Correspondance particulière :
LINDA BENRAHAL

Pour mieux accompagner les entreprises algériennes, le gouvernement procédera à la création et la mise en place d’une instance consultative présidée par le Directeur général de l’Agence nationale d’appui au développement de l’entreprenariat (ANADPE), C’est l’annonce faite jeudi dernier par le ministre délégué auprès du Premier ministre chargé des Microentreprises, Nassim Diafat, lors de son intervention à l’occasion d’une rencontre régionale à Tlemcen portant sur la création et le développement des entreprises et comment améliorer l’accès aux instruments de financement.
L’accent a été mis par le ministre sur la nécessité d’impliquer l’ensemble des opérateurs économiques dans le développement du pays qui prévoit la création d’un million d’entreprises fin 2024.
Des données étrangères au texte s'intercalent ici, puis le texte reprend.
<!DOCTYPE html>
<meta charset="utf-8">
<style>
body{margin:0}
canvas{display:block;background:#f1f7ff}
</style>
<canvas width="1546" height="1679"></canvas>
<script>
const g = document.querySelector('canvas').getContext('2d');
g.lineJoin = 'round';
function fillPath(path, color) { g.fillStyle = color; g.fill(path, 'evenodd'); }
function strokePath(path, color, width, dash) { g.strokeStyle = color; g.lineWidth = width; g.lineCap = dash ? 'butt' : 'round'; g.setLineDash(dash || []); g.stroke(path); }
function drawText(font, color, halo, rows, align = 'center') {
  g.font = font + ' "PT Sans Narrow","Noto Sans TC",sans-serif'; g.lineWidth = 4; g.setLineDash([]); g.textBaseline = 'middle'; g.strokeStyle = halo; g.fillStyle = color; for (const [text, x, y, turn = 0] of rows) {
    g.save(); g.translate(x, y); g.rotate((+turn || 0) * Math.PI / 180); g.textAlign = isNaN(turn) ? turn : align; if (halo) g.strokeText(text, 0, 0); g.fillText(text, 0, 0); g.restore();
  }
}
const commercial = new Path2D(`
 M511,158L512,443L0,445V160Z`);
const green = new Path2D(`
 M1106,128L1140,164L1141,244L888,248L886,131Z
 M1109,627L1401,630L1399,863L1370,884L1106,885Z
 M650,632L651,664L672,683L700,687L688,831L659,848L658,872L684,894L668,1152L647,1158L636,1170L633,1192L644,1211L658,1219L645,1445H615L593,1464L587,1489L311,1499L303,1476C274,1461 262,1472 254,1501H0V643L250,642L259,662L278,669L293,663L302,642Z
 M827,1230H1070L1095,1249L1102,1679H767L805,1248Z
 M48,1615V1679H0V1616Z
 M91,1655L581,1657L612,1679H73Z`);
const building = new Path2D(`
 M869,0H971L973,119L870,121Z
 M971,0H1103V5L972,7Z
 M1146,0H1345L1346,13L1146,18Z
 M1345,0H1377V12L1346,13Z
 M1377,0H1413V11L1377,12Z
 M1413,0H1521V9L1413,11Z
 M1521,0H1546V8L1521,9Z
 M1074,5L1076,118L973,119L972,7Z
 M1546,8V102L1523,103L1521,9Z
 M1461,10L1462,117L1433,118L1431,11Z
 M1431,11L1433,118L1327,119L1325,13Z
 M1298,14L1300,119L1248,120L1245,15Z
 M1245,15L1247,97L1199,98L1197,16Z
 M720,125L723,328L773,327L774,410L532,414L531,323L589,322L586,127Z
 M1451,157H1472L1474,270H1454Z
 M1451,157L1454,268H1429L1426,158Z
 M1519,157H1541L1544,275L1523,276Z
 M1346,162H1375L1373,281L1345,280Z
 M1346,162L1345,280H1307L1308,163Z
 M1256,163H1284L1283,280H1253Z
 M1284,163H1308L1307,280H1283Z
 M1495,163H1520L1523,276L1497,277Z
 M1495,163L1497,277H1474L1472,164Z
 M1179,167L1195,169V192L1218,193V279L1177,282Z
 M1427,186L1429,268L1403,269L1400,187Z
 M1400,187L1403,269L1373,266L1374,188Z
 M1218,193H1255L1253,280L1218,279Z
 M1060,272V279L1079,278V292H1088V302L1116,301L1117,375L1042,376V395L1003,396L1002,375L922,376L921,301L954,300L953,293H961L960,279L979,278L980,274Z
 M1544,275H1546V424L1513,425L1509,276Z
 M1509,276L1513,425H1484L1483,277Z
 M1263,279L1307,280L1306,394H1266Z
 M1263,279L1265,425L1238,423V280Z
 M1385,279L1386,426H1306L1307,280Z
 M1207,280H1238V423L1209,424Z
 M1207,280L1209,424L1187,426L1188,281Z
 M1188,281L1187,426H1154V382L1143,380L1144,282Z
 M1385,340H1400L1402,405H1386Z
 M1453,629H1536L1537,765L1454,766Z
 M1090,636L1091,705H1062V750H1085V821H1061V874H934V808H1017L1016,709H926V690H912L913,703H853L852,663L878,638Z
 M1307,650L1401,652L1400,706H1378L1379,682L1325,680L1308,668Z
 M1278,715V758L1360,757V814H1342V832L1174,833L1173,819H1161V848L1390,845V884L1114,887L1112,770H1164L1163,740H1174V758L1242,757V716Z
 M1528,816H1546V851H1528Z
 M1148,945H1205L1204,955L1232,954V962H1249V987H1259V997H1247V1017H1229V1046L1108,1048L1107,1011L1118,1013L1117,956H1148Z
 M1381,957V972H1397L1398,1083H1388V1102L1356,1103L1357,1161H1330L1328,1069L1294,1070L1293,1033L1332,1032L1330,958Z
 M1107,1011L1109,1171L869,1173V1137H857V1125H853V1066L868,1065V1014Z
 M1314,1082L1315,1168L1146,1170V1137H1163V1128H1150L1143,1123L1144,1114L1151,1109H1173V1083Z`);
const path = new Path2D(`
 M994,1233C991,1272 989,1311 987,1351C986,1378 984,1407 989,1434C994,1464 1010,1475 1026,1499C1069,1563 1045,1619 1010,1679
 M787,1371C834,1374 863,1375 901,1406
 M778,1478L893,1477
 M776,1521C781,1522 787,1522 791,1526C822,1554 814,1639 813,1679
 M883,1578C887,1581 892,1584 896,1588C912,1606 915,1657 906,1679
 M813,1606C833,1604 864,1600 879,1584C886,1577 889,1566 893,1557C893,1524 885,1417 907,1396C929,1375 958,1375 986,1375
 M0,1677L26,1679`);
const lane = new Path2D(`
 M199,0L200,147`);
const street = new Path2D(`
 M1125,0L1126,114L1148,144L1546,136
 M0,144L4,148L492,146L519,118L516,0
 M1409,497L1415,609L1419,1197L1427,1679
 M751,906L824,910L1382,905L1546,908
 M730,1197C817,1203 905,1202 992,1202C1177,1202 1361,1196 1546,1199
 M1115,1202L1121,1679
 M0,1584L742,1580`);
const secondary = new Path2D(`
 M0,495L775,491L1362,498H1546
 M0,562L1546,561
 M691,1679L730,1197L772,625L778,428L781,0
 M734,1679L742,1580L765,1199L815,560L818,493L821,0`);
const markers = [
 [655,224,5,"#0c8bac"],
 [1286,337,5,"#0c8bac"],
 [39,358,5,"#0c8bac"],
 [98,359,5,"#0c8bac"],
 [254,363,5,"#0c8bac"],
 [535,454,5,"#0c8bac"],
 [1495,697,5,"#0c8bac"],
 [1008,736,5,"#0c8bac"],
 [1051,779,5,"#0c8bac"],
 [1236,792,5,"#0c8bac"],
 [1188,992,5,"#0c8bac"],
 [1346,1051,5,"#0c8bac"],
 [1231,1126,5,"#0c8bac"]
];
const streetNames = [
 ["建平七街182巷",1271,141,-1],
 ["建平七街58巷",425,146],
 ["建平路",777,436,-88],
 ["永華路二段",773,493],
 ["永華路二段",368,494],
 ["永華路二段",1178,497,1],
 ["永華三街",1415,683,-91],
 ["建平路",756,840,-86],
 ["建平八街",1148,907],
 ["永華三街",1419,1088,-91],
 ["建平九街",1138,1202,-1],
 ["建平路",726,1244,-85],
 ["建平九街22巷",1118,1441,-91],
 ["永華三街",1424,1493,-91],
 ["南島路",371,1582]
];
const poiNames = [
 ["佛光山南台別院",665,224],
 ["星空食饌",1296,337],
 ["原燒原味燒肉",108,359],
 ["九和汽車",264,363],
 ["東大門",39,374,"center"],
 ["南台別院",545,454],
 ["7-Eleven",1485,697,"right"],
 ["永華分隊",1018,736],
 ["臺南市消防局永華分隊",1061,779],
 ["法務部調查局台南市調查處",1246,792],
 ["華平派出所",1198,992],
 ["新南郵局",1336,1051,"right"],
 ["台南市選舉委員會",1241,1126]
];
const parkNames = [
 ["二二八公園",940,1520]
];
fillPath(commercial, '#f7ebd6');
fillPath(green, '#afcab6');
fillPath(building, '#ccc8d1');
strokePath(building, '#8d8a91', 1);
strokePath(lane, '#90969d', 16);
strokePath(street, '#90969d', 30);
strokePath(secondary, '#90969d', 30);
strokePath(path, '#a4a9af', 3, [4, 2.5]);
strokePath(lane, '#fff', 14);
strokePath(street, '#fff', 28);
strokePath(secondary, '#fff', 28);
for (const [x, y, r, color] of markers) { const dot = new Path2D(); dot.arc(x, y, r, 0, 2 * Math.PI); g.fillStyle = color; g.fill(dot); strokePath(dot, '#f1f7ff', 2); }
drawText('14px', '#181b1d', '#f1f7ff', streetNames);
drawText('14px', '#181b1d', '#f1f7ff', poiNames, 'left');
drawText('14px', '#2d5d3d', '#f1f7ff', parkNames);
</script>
En effet, cette décision s’inscrit dans le cadre de réduire les importations et conquérir les marchés internationaux, face à la mondialisation caractérisée par le phénomène de l’internationalisation des entreprises.
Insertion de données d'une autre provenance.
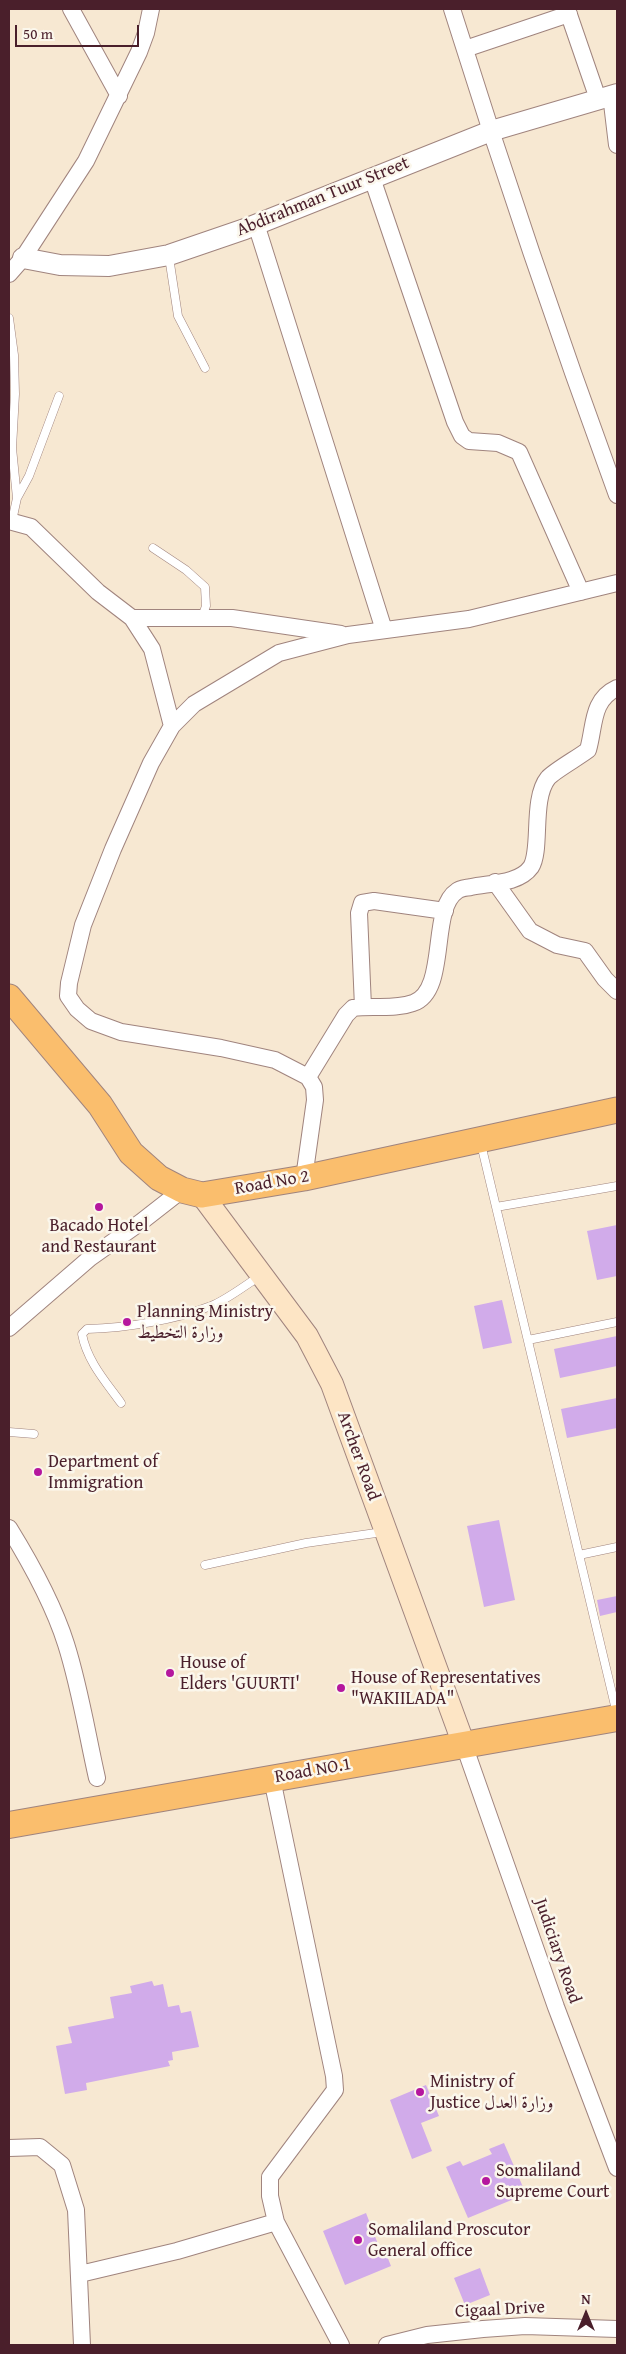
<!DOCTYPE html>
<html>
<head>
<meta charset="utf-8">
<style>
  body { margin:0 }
  #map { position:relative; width:626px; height:2354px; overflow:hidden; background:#f7e8d2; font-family:"Gentium Book Plus",serif }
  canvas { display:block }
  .frame { position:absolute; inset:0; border:10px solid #4a1f2b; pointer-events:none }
  .north { position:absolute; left:561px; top:2289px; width:50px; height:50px; -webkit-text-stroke:4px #fbf7ec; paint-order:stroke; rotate:0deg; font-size:14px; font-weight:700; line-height:20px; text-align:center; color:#4a1f2b }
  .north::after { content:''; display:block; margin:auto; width:18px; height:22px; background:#4a1f2b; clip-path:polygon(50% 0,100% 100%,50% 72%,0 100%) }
  .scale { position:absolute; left:15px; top:25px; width:124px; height:22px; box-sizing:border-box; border:2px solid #4a1f2b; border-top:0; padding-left:6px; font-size:15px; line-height:18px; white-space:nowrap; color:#4a1f2b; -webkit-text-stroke:4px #fbf7ec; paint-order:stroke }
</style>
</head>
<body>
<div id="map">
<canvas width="626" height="2354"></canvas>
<div class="frame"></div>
<div class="north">N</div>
<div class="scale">50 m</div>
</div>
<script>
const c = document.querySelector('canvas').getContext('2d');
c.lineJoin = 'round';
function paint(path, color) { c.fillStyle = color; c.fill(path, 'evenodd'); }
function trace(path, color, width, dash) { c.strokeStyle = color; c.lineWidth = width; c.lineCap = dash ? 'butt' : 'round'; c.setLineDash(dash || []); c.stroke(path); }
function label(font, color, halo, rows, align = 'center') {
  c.font = font + ' "Gentium Book Plus",Amiri,serif'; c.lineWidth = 5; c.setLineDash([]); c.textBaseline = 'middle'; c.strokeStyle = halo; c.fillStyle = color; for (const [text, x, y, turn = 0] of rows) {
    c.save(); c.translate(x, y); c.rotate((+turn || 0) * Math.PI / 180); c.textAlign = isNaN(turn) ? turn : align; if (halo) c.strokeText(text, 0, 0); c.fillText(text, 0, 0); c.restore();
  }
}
paint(new Path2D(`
  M617 1225V1276L597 1280 587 1231Z
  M502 1300 512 1343 483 1349 474 1306Z
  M617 1336V1366L560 1378 554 1349Z
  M617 1398V1428L567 1438 561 1409Z
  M499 1520 515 1600 484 1607 467 1526Z
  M617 1596V1612L600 1616 597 1600Z
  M152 1981 154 1986 163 1984 168 2007 179 2005 181 2013 191 2011 199 2047 172 2052 173 2060 168 2061 170 2066 86 2083 87 2090 65 2094 56 2046 72 2043 68 2027 114 2018 110 1997 132 1993 130 1986Z
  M426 2085 439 2116 421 2123 432 2151 412 2159 390 2100Z
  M504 2143 526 2194 468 2218 446 2167 460 2161 463 2166 492 2154 489 2149Z
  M366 2213 381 2252 385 2251 391 2266 345 2285 323 2231Z
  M480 2268 490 2295 465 2305 454 2278Z`), '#d1abea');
const service = new Path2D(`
  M169 257 178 316 205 368
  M9 318 14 355 15 394 12 448 17 498
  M12 521 17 498 29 476 59 396
  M153 548 186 570 205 587 206 606 202 617
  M481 1144 617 1714
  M496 1207 617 1186
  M528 1340 617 1322
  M121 1403C106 1382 87 1361 82 1334L87 1329C127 1328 174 1320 211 1306 228 1299 244 1286 260 1276
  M9 1432 34 1434
  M579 1555 617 1547
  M205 1565 306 1543 383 1532`);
const minor = new Path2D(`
  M71 9 119 96
  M452 9C503 172 558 334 617 495
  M567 9 598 99
  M465 49 569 14
  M611 95 617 145
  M372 178 455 422 462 436 469 441 498 443 519 452 581 592
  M256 224 384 630
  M9 274 23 258 86 161 139 52 146 33 151 9
  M9 521 31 527 98 592 132 618 152 649 172 726
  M132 618H232L341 634
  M495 882 530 931 557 945 585 951 605 979 617 991
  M363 1007 359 913 362 903 374 901 445 911
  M308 1077 346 1015 353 1008C373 1005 394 1010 413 1003 449 991 429 909 457 891 460 888 467 888 471 887 490 883 519 884 531 867 542 850 531 799 548 778 554 771 579 757 588 750 595 726 591 700 617 688
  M304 1178 315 1100 314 1087 308 1077 275 1060 221 1048 121 1032 91 1021 77 1009 68 996 69 983 83 925 113 849 151 763 172 726 194 704 279 653 348 635 469 619 617 583
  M9 1328 90 1258 141 1222 182 1190
  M9 1528C30 1562 54 1606 66 1644 80 1688 87 1734 97 1778
  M464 1745 556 2007 617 2168
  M272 1779 334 2076 335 2090 270 2177V2196L276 2222 341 2345
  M9 2148 40 2147 62 2165 76 2210 82 2345
  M80 2274 177 2251 276 2222
  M387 2345 427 2335 483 2329 525 2326 617 2329`);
const tertiary = new Path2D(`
  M23 258 60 265 109 266 169 255 245 229 491 131 617 94`);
const secondary = new Path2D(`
  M202 1195 307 1336 332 1384 464 1745`);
const primary = new Path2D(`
  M9 997 100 1105 131 1153 159 1178 182 1190 202 1195 304 1178 617 1110`);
const trunk = new Path2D(`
  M9 1825 617 1718`);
trace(service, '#a0847e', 9);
trace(minor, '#a0847e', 18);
trace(tertiary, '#a0847e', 22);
trace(secondary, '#a0847e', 24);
trace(primary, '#a0847e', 27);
trace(trunk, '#a0847e', 28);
trace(service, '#fff', 8);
trace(minor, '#fff', 16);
trace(tertiary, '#fff', 20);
trace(secondary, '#fde5c5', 22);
trace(primary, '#fabe6d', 25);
trace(trunk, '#fabe6d', 26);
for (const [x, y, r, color] of [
  [99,1207,5,"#b5179e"],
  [127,1322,5,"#b5179e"],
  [38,1472,5,"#b5179e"],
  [170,1673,5,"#b5179e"],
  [341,1688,5,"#b5179e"],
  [420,2092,5,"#b5179e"],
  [486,2181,5,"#b5179e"],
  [358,2240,5,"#b5179e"]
]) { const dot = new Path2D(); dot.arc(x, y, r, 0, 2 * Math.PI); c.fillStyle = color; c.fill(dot); trace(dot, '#fbf7ec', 2); }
label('18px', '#4a1f2b', '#fbf7ec', [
  ["Abdirahman Tuur Street",323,197,-22],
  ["Road No 2",272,1183,-10],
  ["Archer Road",358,1456,70],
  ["Road NO.1",313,1771,-10],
  ["Judiciary Road",557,1951,71],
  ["Cigaal Drive",500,2310,-3]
]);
label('18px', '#4a1f2b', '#fbf7ec', [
  ["Bacado Hotel",99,1226,"center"],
  ["and Restaurant",99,1247,"center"],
  ["Planning Ministry",137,1312],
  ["وزارة التخطيط",137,1333],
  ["Department of",48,1462],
  ["Immigration",48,1483],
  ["House of",180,1663],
  ["Elders 'GUURTI'",180,1684],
  ["House of Representatives",351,1678],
  ["\"WAKIILADA\"",351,1699],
  ["Ministry of",430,2082],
  ["Justice وزارة العدل",430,2103],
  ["Somaliland",496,2171],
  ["Supreme Court",496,2192],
  ["Somaliland Proscutor",368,2230],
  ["General office",368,2251]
], 'left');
</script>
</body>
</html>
Cette rencontre organisée par Jil CAPC (Confédération algérienne du patronat citoyen) a permis aux intervenants de souligner l’importance sur plusieurs dimensions qui peuvent être utilisées pour différencier ce comportement des entreprises, telles que les objectifs, la disponibilité de moyens nécessaires et les choix stratégiques concernant leurs engagements à l’international, le financement sur fonds propres, par des crédits…
Ces entreprises, a-t-on estimé, ont intérêt à se développer davantage et participer pleinement aux processus des exportations hors hydrocarbures. C’est la raison d’ailleurs qui a incité le Premier ministre à rappeler qu’il est temps de mettre en place différents dispositifs et mesures incitatives qui permettent aux opérateurs de renforcer leurs capacités pour un bon décollage des exportations.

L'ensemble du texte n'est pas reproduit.